▶ **YOUR INSTRUCTIONS**
Copy the data below. Keep every line exactly as it is.

START RECORDS SUPPLIED

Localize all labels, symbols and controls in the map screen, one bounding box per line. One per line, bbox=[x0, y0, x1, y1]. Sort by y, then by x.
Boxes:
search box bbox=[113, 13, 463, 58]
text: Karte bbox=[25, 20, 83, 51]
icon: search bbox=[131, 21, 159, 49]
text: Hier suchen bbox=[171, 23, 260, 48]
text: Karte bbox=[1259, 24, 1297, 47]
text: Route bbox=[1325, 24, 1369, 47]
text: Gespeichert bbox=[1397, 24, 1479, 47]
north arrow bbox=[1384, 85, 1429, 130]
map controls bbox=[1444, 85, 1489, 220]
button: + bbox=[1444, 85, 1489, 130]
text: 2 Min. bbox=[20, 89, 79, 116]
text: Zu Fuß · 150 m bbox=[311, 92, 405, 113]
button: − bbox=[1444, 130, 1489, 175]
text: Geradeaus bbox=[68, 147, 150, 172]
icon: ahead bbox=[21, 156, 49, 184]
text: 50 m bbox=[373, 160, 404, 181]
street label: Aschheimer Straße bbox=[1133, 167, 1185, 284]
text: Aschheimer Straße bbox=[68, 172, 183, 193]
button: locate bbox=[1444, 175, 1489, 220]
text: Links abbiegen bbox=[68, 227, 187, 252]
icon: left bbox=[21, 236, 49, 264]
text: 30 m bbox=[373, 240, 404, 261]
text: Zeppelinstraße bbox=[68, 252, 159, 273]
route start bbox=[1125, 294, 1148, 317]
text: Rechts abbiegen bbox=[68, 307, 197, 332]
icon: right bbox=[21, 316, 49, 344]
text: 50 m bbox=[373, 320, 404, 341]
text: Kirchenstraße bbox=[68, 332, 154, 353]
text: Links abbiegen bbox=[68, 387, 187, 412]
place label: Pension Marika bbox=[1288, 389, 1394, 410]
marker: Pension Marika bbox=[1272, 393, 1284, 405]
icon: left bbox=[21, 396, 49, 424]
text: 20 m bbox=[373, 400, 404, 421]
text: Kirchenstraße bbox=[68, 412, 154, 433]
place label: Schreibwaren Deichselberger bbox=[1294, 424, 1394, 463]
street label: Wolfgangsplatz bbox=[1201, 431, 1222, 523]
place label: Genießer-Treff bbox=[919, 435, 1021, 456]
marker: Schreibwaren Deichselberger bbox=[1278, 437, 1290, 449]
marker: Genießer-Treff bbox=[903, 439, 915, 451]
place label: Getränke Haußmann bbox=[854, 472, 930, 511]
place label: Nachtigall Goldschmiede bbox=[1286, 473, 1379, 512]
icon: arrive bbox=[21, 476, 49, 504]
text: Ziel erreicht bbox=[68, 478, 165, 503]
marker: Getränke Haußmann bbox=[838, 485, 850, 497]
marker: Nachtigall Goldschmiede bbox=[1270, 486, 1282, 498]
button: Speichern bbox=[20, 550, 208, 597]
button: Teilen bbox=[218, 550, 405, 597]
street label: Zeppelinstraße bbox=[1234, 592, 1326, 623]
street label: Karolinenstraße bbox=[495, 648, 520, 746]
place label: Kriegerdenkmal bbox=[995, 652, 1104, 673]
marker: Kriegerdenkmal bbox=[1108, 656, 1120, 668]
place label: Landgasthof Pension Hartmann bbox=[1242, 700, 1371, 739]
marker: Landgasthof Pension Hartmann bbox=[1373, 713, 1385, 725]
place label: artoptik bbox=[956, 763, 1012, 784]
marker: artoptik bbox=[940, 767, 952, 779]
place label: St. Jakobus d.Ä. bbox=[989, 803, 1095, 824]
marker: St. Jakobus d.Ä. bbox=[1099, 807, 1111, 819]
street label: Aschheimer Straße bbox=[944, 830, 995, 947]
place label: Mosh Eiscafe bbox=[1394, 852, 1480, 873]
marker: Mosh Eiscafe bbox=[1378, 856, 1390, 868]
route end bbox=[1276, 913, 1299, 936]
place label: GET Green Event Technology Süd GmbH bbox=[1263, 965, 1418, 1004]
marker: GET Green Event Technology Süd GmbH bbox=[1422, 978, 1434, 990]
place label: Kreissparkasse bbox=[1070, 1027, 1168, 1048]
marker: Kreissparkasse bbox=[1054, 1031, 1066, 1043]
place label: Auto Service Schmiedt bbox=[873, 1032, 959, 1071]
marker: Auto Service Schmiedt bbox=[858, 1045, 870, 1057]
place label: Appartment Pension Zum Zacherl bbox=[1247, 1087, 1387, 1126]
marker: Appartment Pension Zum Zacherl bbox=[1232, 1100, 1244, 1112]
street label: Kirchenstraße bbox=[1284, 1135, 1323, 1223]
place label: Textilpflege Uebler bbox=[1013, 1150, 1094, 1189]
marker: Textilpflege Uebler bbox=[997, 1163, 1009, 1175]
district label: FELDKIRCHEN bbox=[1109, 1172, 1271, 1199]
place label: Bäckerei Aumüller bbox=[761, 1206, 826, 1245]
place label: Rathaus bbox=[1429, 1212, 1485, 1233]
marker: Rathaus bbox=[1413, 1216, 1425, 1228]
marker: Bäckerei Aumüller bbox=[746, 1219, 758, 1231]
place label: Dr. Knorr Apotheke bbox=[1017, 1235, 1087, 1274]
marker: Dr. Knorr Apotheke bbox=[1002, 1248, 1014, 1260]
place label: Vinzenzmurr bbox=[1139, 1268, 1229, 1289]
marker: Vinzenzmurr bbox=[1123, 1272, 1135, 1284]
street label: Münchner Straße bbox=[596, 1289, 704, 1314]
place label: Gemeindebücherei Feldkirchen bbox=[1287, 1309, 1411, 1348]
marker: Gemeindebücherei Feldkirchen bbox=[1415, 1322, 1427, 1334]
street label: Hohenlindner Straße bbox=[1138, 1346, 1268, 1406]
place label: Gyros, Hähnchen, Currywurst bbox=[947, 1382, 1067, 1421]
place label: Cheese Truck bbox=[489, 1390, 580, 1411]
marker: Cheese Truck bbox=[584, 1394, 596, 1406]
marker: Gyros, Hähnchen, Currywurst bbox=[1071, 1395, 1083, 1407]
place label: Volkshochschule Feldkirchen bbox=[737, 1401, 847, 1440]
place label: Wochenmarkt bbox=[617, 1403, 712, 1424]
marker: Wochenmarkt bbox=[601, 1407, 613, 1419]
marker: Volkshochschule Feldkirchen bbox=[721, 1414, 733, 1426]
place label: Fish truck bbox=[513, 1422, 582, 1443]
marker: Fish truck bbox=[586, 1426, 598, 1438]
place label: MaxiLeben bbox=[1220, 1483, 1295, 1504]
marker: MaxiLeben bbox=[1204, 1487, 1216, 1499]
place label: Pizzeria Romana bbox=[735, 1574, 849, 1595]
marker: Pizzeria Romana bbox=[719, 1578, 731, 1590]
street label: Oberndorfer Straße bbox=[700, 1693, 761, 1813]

END RECORDS SUPPLIED

▶ **FINAL ANSWER**
Localize all labels, symbols and controls in the map screen, one bounding box per line. One per line, bbox=[x0, y0, x1, y1]. Sort by y, then by x.
Boxes:
search box bbox=[113, 13, 463, 58]
text: Karte bbox=[25, 20, 83, 51]
icon: search bbox=[131, 21, 159, 49]
text: Hier suchen bbox=[171, 23, 260, 48]
text: Karte bbox=[1259, 24, 1297, 47]
text: Route bbox=[1325, 24, 1369, 47]
text: Gespeichert bbox=[1397, 24, 1479, 47]
north arrow bbox=[1384, 85, 1429, 130]
map controls bbox=[1444, 85, 1489, 220]
button: + bbox=[1444, 85, 1489, 130]
text: 2 Min. bbox=[20, 89, 79, 116]
text: Zu Fuß · 150 m bbox=[311, 92, 405, 113]
button: − bbox=[1444, 130, 1489, 175]
text: Geradeaus bbox=[68, 147, 150, 172]
icon: ahead bbox=[21, 156, 49, 184]
text: 50 m bbox=[373, 160, 404, 181]
street label: Aschheimer Straße bbox=[1133, 167, 1185, 284]
text: Aschheimer Straße bbox=[68, 172, 183, 193]
button: locate bbox=[1444, 175, 1489, 220]
text: Links abbiegen bbox=[68, 227, 187, 252]
icon: left bbox=[21, 236, 49, 264]
text: 30 m bbox=[373, 240, 404, 261]
text: Zeppelinstraße bbox=[68, 252, 159, 273]
route start bbox=[1125, 294, 1148, 317]
text: Rechts abbiegen bbox=[68, 307, 197, 332]
icon: right bbox=[21, 316, 49, 344]
text: 50 m bbox=[373, 320, 404, 341]
text: Kirchenstraße bbox=[68, 332, 154, 353]
text: Links abbiegen bbox=[68, 387, 187, 412]
place label: Pension Marika bbox=[1288, 389, 1394, 410]
marker: Pension Marika bbox=[1272, 393, 1284, 405]
icon: left bbox=[21, 396, 49, 424]
text: 20 m bbox=[373, 400, 404, 421]
text: Kirchenstraße bbox=[68, 412, 154, 433]
place label: Schreibwaren Deichselberger bbox=[1294, 424, 1394, 463]
street label: Wolfgangsplatz bbox=[1201, 431, 1222, 523]
place label: Genießer-Treff bbox=[919, 435, 1021, 456]
marker: Schreibwaren Deichselberger bbox=[1278, 437, 1290, 449]
marker: Genießer-Treff bbox=[903, 439, 915, 451]
place label: Getränke Haußmann bbox=[854, 472, 930, 511]
place label: Nachtigall Goldschmiede bbox=[1286, 473, 1379, 512]
icon: arrive bbox=[21, 476, 49, 504]
text: Ziel erreicht bbox=[68, 478, 165, 503]
marker: Getränke Haußmann bbox=[838, 485, 850, 497]
marker: Nachtigall Goldschmiede bbox=[1270, 486, 1282, 498]
button: Speichern bbox=[20, 550, 208, 597]
button: Teilen bbox=[218, 550, 405, 597]
street label: Zeppelinstraße bbox=[1234, 592, 1326, 623]
street label: Karolinenstraße bbox=[495, 648, 520, 746]
place label: Kriegerdenkmal bbox=[995, 652, 1104, 673]
marker: Kriegerdenkmal bbox=[1108, 656, 1120, 668]
place label: Landgasthof Pension Hartmann bbox=[1242, 700, 1371, 739]
marker: Landgasthof Pension Hartmann bbox=[1373, 713, 1385, 725]
place label: artoptik bbox=[956, 763, 1012, 784]
marker: artoptik bbox=[940, 767, 952, 779]
place label: St. Jakobus d.Ä. bbox=[989, 803, 1095, 824]
marker: St. Jakobus d.Ä. bbox=[1099, 807, 1111, 819]
street label: Aschheimer Straße bbox=[944, 830, 995, 947]
place label: Mosh Eiscafe bbox=[1394, 852, 1480, 873]
marker: Mosh Eiscafe bbox=[1378, 856, 1390, 868]
route end bbox=[1276, 913, 1299, 936]
place label: GET Green Event Technology Süd GmbH bbox=[1263, 965, 1418, 1004]
marker: GET Green Event Technology Süd GmbH bbox=[1422, 978, 1434, 990]
place label: Kreissparkasse bbox=[1070, 1027, 1168, 1048]
marker: Kreissparkasse bbox=[1054, 1031, 1066, 1043]
place label: Auto Service Schmiedt bbox=[873, 1032, 959, 1071]
marker: Auto Service Schmiedt bbox=[858, 1045, 870, 1057]
place label: Appartment Pension Zum Zacherl bbox=[1247, 1087, 1387, 1126]
marker: Appartment Pension Zum Zacherl bbox=[1232, 1100, 1244, 1112]
street label: Kirchenstraße bbox=[1284, 1135, 1323, 1223]
place label: Textilpflege Uebler bbox=[1013, 1150, 1094, 1189]
marker: Textilpflege Uebler bbox=[997, 1163, 1009, 1175]
district label: FELDKIRCHEN bbox=[1109, 1172, 1271, 1199]
place label: Bäckerei Aumüller bbox=[761, 1206, 826, 1245]
place label: Rathaus bbox=[1429, 1212, 1485, 1233]
marker: Rathaus bbox=[1413, 1216, 1425, 1228]
marker: Bäckerei Aumüller bbox=[746, 1219, 758, 1231]
place label: Dr. Knorr Apotheke bbox=[1017, 1235, 1087, 1274]
marker: Dr. Knorr Apotheke bbox=[1002, 1248, 1014, 1260]
place label: Vinzenzmurr bbox=[1139, 1268, 1229, 1289]
marker: Vinzenzmurr bbox=[1123, 1272, 1135, 1284]
street label: Münchner Straße bbox=[596, 1289, 704, 1314]
place label: Gemeindebücherei Feldkirchen bbox=[1287, 1309, 1411, 1348]
marker: Gemeindebücherei Feldkirchen bbox=[1415, 1322, 1427, 1334]
street label: Hohenlindner Straße bbox=[1138, 1346, 1268, 1406]
place label: Gyros, Hähnchen, Currywurst bbox=[947, 1382, 1067, 1421]
place label: Cheese Truck bbox=[489, 1390, 580, 1411]
marker: Cheese Truck bbox=[584, 1394, 596, 1406]
marker: Gyros, Hähnchen, Currywurst bbox=[1071, 1395, 1083, 1407]
place label: Volkshochschule Feldkirchen bbox=[737, 1401, 847, 1440]
place label: Wochenmarkt bbox=[617, 1403, 712, 1424]
marker: Wochenmarkt bbox=[601, 1407, 613, 1419]
marker: Volkshochschule Feldkirchen bbox=[721, 1414, 733, 1426]
place label: Fish truck bbox=[513, 1422, 582, 1443]
marker: Fish truck bbox=[586, 1426, 598, 1438]
place label: MaxiLeben bbox=[1220, 1483, 1295, 1504]
marker: MaxiLeben bbox=[1204, 1487, 1216, 1499]
place label: Pizzeria Romana bbox=[735, 1574, 849, 1595]
marker: Pizzeria Romana bbox=[719, 1578, 731, 1590]
street label: Oberndorfer Straße bbox=[700, 1693, 761, 1813]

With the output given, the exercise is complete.